Sanibel Black Bear Relocated Off-Island
Today, at approximately 1p.m., the Florida Fish and Wildlife Conservation Commission (FWC) successfully tranquilized the Florida black bear that was first detected on Sanibel Island last June.
Over the past 10 days, the black bear began to demonstrate nuisance behavior. The City of Sanibel Natural Resources Department, Sanibel Police Department, Public Works Department and the J.N. “Ding” Darling National Wildlife Refuge, worked in conjunction with FWC to safely relocate the bear off-island. FWC officials estimate the male bear to be 3.5 years old and between 200 and 250 pounds.
Last evening, at approximately 10:12 p.m., the City of Sanibel received a 9-1-1 call when the bear was nearly hit by a vehicle on East Periwinkle Way. The first confirmed sighting of the black bear on Sanibel was June 27, 2011, when a remote wildlife camera at J.N ‘Ding” Darling National Wildlife Refuge captured an image of a sub adult Florida black bear, approximately 1.5 years old, weighing 40-60 pounds. The bear was photographed by a motion activated, infrared camera at the Bailey Tract. Since 2011, there have been numerous confirmed sightings of the black bear on Sanibel.

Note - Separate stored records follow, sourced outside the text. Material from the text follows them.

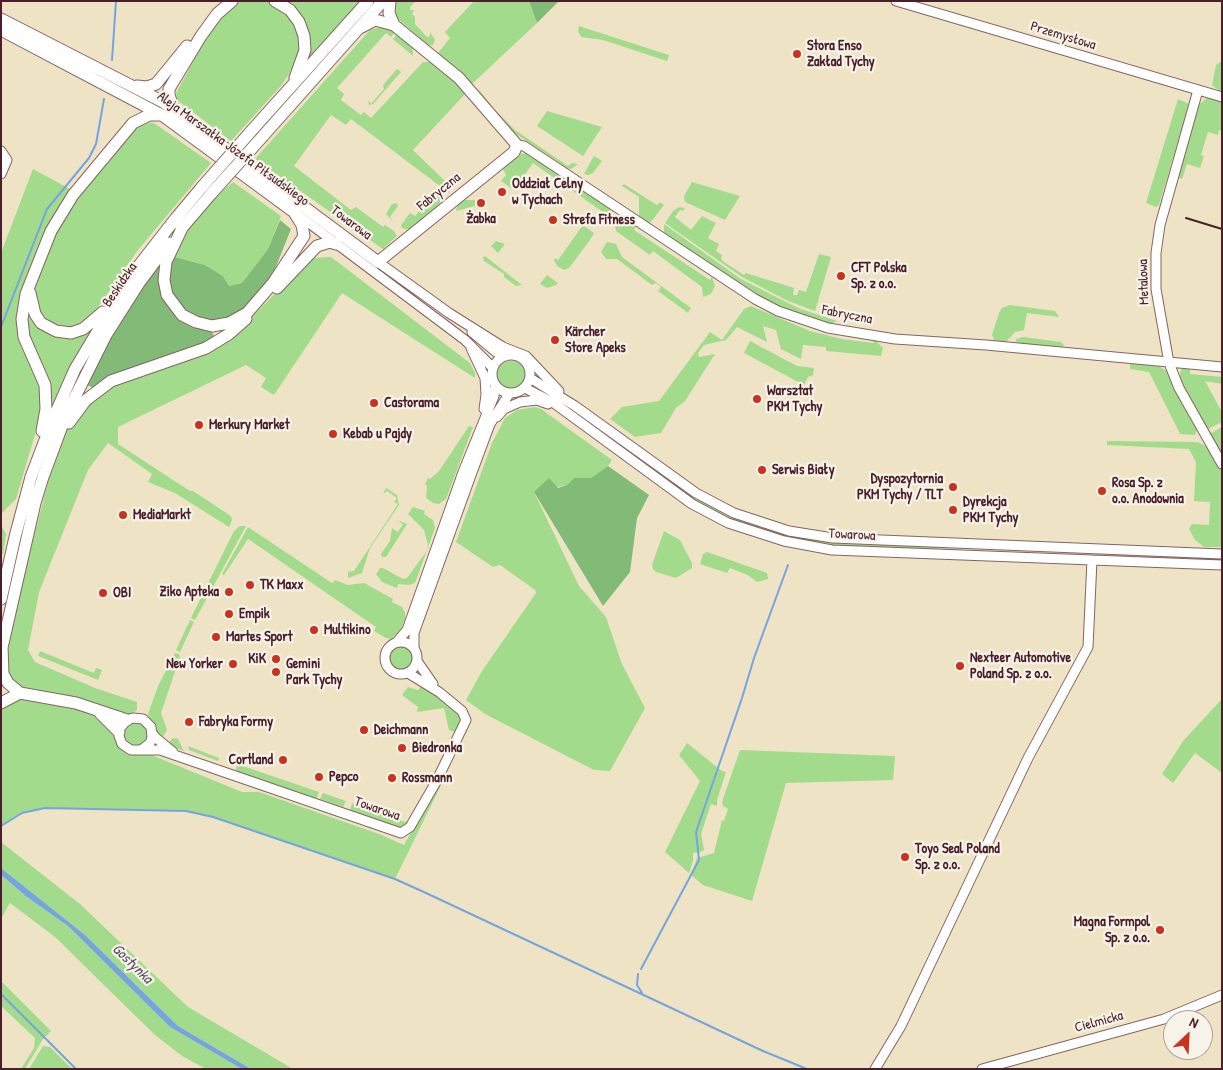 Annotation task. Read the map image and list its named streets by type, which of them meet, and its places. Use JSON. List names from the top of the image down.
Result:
{
  "streets": {
    "main road": [
      "Aleja Marszałka Józefa Piłsudskiego",
      "Fabryczna",
      "Towarowa",
      "Beskidzka"
    ],
    "street": ["Przemysłowa", "Metalowa", "Cielmicka"]
  },
  "crossings": [
    ["Przemysłowa", "Metalowa"],
    ["Aleja Marszałka Józefa Piłsudskiego", "Towarowa"],
    ["Fabryczna", "Towarowa"],
    ["Fabryczna", "Metalowa"]
  ],
  "water": ["Gostynka"],
  "places": [
    "Stora Enso Zakład Tychy",
    "Oddział Celny w Tychach",
    "Żabka",
    "Strefa Fitness",
    "CFT Polska Sp. z o.o.",
    "Kärcher Store Apeks",
    "Warsztat PKM Tychy",
    "Castorama",
    "Merkury Market",
    "Kebab u Pajdy",
    "Serwis Biały",
    "Dyspozytornia PKM Tychy / TLT",
    "Rosa Sp. z o.o. Anodownia",
    "Dyrekcja PKM Tychy",
    "MediaMarkt",
    "TK Maxx",
    "Ziko Apteka",
    "OBI",
    "Empik",
    "Multikino",
    "Martes Sport",
    "KiK",
    "New Yorker",
    "Nexteer Automotive Poland Sp. z o.o.",
    "Gemini Park Tychy",
    "Fabryka Formy",
    "Deichmann",
    "Biedronka",
    "Cortland",
    "Pepco",
    "Rossmann",
    "Toyo Seal Poland Sp. z o.o.",
    "Magna Formpol Sp. z o.o."
  ],
  "north": "top right"
}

In making this announcement, Sanibel City Manager Judith Zimomra stated, “Through our Vision Statement, the City of Sanibel places the highest priority on protecting wildlife and wildlife habitat. In the case of this black bear, over the past two weeks, it became very clear his opportunity to live a long happy life would be best off-island where he can find a mate and live the remainder of his years happily and safely in a more natural, non-residential bear habitat.” Zimomra further stated, “Over the last several days as the bear began to frequent neighborhoods, including porches, our community was extremely helpful in detecting the bear’s patterns with their prompt phone calls to the Sanibel Police Department, reporting the whereabouts of the bear. Additionally, through their knowledge of our island and habitat, our City employees were particularly useful partners to the FWC during this endeavor.”
Black bears are native to Florida and are protected under state and federal laws. Dwindling populations in Florida has caused this sub species to be listed as “threatened” under the Endangered Species Act. It is illegal to approach or harass this animal.